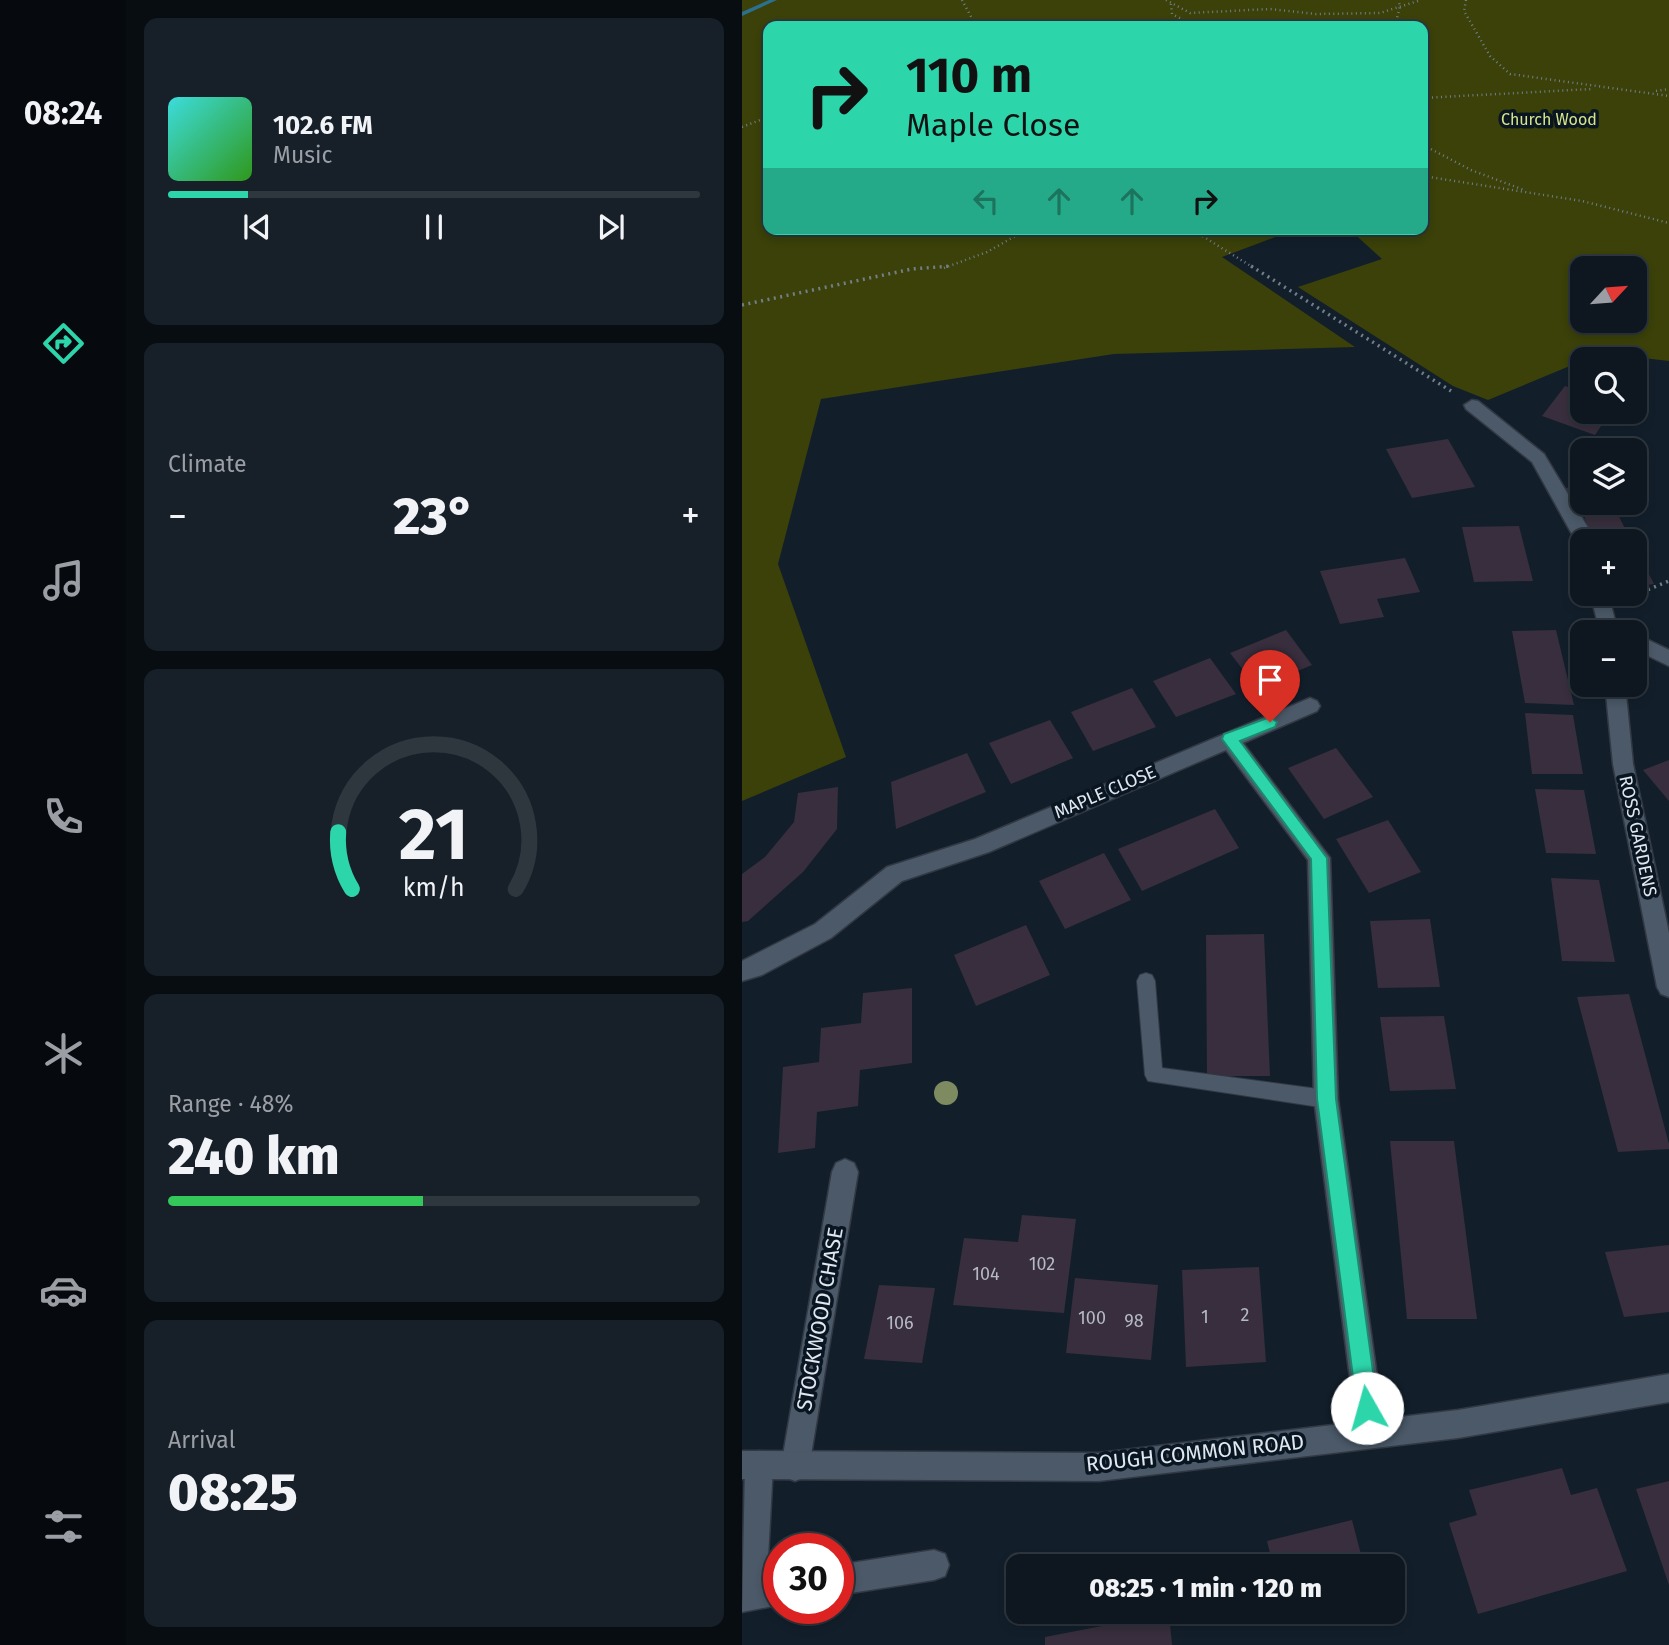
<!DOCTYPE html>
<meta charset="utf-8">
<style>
:root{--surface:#0e1720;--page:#172029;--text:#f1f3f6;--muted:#9b9fa5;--line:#2e363e;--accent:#2dd5ab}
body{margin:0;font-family:"Fira Sans",sans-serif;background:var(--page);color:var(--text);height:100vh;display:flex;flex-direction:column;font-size:26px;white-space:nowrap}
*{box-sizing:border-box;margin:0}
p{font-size:23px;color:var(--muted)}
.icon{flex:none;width:38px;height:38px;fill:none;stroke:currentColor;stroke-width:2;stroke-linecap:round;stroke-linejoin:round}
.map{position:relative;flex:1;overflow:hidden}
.drawer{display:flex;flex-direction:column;gap:18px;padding:18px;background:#080d12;width:616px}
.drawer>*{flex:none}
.hud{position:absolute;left:21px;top:21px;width:665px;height:214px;border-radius:14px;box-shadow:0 4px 10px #0003,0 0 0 2px var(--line);background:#2dd5ab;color:#111;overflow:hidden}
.needle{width:46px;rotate:64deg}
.controls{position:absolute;left:828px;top:256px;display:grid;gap:14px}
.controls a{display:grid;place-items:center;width:77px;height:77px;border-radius:14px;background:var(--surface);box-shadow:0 4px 10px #0003,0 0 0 2px var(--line);font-size:35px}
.speed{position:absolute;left:21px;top:1533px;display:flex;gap:14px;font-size:35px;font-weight:700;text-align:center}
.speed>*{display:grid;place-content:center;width:91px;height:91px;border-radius:50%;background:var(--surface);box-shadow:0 4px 10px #0003,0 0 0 2px var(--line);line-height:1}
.speed .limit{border:10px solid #d22;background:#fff;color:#111}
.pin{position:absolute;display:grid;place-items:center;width:60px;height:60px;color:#fff;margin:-72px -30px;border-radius:50% 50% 50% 0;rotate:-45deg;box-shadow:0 0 7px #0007}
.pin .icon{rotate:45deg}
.me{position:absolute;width:77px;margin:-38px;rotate:353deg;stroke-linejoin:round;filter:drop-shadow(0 0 5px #0008)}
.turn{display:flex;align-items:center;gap:24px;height:147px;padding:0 28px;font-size:32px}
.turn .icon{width:91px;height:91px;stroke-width:2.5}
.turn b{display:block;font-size:49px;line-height:60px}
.lanes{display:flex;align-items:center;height:66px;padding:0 28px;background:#0003;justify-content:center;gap:35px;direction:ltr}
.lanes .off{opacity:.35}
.big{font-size:52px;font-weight:800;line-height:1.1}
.drawer .widget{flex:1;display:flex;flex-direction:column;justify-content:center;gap:10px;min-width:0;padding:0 24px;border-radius:14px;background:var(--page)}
.drawer .dial{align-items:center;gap:0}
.dial svg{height:182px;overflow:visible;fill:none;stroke:var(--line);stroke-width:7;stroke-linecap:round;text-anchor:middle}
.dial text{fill:var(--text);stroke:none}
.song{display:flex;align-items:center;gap:21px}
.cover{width:84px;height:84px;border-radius:10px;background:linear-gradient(135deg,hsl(180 70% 55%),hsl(110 70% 35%))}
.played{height:7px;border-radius:4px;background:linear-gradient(90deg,var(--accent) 15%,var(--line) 15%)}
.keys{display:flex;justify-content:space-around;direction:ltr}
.heat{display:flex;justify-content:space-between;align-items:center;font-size:38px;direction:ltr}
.charge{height:10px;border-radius:5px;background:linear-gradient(90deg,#34c759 48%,var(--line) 0)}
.trip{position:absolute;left:264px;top:1554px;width:399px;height:70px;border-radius:14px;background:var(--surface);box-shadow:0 4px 10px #0003,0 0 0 2px var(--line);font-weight:800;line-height:70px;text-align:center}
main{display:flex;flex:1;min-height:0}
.menu{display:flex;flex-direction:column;width:126px;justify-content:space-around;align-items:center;background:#06090d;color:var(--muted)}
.menu .icon{width:49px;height:49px}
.menu .active{color:var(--accent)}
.menu b{font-size:32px;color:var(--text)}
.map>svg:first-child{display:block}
</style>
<main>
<nav class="menu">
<b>08:24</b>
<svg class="icon active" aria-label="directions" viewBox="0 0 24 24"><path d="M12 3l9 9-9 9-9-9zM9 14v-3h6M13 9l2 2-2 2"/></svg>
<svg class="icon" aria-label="music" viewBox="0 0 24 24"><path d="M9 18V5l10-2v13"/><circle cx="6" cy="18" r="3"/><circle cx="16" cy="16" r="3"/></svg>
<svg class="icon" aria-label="phone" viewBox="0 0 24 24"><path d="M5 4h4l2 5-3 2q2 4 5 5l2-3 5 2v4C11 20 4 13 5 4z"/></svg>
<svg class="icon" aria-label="climate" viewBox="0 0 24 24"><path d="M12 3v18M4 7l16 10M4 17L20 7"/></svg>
<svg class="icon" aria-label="car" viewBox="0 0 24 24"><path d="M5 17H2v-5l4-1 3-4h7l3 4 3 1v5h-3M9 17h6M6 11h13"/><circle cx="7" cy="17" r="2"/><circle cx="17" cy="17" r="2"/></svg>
<svg class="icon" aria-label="filters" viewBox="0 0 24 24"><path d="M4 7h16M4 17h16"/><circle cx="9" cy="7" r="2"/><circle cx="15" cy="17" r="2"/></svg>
</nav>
<section class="drawer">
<div class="widget">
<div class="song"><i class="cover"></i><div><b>102.6 FM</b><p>Music</p></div></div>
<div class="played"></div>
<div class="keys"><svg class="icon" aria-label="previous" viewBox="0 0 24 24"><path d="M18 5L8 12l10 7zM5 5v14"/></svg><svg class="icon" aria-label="pause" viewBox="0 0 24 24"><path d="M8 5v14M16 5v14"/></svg><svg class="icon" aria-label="next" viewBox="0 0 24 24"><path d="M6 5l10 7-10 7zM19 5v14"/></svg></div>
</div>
<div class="widget"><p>Climate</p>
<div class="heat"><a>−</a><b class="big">23°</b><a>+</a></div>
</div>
<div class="widget dial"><svg viewBox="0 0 100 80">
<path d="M14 69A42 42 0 1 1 86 69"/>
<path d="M14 69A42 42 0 0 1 8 44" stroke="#2dd5ab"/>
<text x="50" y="56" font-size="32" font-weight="700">21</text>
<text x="50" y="72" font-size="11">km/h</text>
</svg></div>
<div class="widget"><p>Range · 48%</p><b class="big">240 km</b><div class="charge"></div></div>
<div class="widget"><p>Arrival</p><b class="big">08:25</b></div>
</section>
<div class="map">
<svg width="927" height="1645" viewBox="0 0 927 1645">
<rect width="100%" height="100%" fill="#121f2b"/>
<path fill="#3b4109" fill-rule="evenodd" d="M0 0H927V361L859 353 746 400 711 386 556 287 640 259 607 229H681V26H26V229H555L480 257 613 347 372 354 79 399 36 564 104 757 0 801ZM840 268H892V320H840Z"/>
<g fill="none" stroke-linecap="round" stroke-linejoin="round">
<path fill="#2c7090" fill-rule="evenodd" d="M27 0H35L0 16V12Z"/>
</g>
<g fill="#382e3d">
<path d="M823 386 840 392V411H869L853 435 800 416Z"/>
<path d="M706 439 733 487 670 498 644 449Z"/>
<path d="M840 487V502H870L889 541H852L834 496H824L821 488Z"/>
<path d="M777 526 791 581 732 582 720 527Z"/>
<path d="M892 548 898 557 912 584 892 587Z"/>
<path d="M663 558 678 592 635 599 642 617 598 624 578 571Z"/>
<path d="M544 630 570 665 515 688 488 653Z"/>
<path d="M814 630 832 705 783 703 770 631Z"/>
<path d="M468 658 494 694 434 717 411 681Z"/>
<path d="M390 688 414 727 351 751 329 712Z"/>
<path d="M783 713 831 715 841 774H790Z"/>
<path d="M308 720 331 758 269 784 247 743Z"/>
<path d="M594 748 631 797 582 819 546 768Z"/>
<path d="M225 753 244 792 154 829 149 782Z"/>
<path d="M927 760V801L901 770Z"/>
<path d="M96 787 95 829 61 872 6 921 0 922V874L23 857 52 822 56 793Z"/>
<path d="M793 789 842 790 854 854 804 853Z"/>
<path d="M473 809 497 848 400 891 376 849Z"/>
<path d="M646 820 679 872 627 893 594 839Z"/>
<path d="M362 853 389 900 323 929 297 881Z"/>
<path d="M809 878 857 880 873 962 820 961Z"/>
<path d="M688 919 698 987 636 988 628 921Z"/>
<path d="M284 925 308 975 234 1006 212 955Z"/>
<path d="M522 934 528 1076H465L464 935Z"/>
<path d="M170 988V1063L118 1070 116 1106 75 1112 73 1148 36 1153 41 1067 77 1062 79 1028 119 1023 121 993Z"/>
<path d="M887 994 927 1144V1149L876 1152 835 997Z"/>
<path d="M702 1016 714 1089 648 1091 638 1017Z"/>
<path d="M648 1141H712L735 1319H665Z"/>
<path d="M280 1215 334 1219 322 1313 211 1305 222 1238 276 1242Z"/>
<path d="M927 1245V1312L882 1317 863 1252Z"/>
<path d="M517 1267 524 1362 444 1367 440 1270Z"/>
<path d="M333 1278 416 1285 409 1360 324 1353Z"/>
<path d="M137 1285 193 1288 180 1363 122 1359Z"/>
<path d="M820 1468 829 1495 855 1488 885 1571 736 1614 707 1523 735 1515 727 1490Z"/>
<path d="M927 1481V1585L894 1489Z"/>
<path d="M610 1520 622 1566H531L525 1541Z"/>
<path d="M427 1613 430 1645H303V1637Z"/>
</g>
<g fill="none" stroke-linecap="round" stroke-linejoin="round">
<g stroke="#323944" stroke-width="2">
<path id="lane" d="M404 973 410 975 413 981 420 1068 584 1090 590 1093 593 1099 590 1105 584 1108 406 1081 403 1075 395 981 398 975Z"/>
</g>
<g stroke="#323944" stroke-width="3">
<g id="street">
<path d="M730 400 736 401 802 454 848 531 851 541H840V547L836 545 790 462 724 409 722 405Z"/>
<path d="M848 593H866L876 632H858Z"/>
<path d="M892 633 927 650V666L892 649Z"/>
<path d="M863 684H883L891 764 927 933V997L919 994 915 987 871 764Z"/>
<path d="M568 698 575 701 578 706 575 711 501 743 588 858 596 1099 643 1433 639 1443 629 1447 619 1443 615 1433 572 1099 566 860 484 750 247 852 160 881 89 938 20 975 0 981V961L73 924 145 867 233 839Z"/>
<path d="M103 1159 112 1163 116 1172 67 1467 63 1477 53 1481 43 1477 39 1467 90 1172 94 1163Z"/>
<path d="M17 1451 27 1455 31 1465 25 1577 37 1575V1605L0 1612 3 1465 7 1455Z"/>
<path d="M192 1550 203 1554 207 1565 203 1576 192 1580 96 1595V1565Z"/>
</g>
</g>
<g stroke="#323944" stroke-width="3">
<path id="secondary" d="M927 1374V1402L716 1438 357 1481 0 1479V1451L357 1453 716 1410Z"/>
</g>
<g stroke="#737e88" stroke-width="2.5" stroke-dasharray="1 3.5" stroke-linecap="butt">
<path d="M220 0 234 26"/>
<path d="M424 0 448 13 528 9 574 14 638 13 679 0"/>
<path d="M724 0 722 11 748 56 768 74 927 96"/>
<path d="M429 4 430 14 453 26"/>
<path d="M653 26 658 6 656 0"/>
<path d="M914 91 927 89"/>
<path d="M681 98 850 89"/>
<path d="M0 127 26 117"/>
<path d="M681 145 729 170 782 190"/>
<path d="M681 176 840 201 927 223"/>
<path d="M449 229 512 268"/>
<path d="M202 268 245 252 277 234H336L395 229"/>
</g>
<g stroke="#737e88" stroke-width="3.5" stroke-dasharray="2 4.5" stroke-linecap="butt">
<path d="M509 266 709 391"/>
<path d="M0 305 170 269 209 266"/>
<path d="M888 597 927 581"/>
</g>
<use href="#lane" fill="#4b5968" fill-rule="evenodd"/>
<use href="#street" fill="#4b5968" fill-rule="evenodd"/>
<use href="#secondary" fill="#4b5968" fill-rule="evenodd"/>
</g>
<circle fill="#7e8b60" cx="204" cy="1093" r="12"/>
<path fill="#2dd5ab" stroke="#1d8a6f" stroke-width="2" d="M528 717 535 722 533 727 498 741 585 858 594 1099 636 1408 633 1415 625 1418 618 1415 615 1408 575 1099 569 859 480 739 482 734Z"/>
<g text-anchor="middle" stroke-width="7" stroke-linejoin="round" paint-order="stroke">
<g font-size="16" fill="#d7e48b" stroke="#091521">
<text x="807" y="125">Church Wood</text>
</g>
<g font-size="18" fill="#dfe7f0" stroke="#091521">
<text transform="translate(363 792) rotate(-23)" y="6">MAPLE CLOSE</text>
<text transform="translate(896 836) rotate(78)" y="6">ROSS GARDENS</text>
</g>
<g font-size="18" fill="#b5b9c3">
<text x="300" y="1270">102</text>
<text x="244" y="1280">104</text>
<text x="503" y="1321">2</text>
<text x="463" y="1323">1</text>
<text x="350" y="1324">100</text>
<text x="392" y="1327">98</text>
<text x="158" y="1329">106</text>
</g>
<g font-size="21" fill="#dfe7f0" stroke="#091521">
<text transform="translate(78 1319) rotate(-80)" y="7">STOCKWOOD CHASE</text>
<text transform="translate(453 1453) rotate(-6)" y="7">ROUGH COMMON ROAD</text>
</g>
</g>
</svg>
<div class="controls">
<a><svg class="needle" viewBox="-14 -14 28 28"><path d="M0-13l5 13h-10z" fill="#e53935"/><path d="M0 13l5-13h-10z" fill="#9b9fa5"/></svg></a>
<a><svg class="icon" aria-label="search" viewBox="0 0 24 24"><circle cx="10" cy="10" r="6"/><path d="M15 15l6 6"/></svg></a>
<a><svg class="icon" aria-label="layers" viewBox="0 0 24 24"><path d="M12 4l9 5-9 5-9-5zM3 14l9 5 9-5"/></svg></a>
<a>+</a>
<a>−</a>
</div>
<div class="speed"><div class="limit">30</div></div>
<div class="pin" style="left:528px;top:722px;background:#d93025"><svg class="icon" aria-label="arrive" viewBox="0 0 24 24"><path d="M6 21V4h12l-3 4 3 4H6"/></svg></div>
<svg class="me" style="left:625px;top:1408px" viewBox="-20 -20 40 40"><circle r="19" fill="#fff"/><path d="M0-13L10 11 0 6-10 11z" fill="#2dd5ab"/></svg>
<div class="trip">08:25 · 1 min · 120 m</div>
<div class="hud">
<div class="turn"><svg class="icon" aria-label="right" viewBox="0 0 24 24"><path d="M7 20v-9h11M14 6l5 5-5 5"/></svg><div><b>110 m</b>Maple Close</div></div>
<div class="lanes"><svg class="icon off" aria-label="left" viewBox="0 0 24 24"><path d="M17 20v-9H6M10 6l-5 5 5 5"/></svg><svg class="icon off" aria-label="ahead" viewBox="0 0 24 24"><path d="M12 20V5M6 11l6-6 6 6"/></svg><svg class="icon off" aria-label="ahead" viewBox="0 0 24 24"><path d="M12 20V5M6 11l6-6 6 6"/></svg><svg class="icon" aria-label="right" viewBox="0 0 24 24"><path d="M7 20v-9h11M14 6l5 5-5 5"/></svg></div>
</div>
</div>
</main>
|---|
■ **Task to carry out**
Your answer must be every line from the entries that contains the string "around", copied as it stands.

■ **Result of this exercise**
.keys{display:flex;justify-content:space-around;direction:ltr}
.menu{display:flex;flex-direction:column;width:126px;justify-content:space-around;align-items:center;background:#06090d;color:var(--muted)}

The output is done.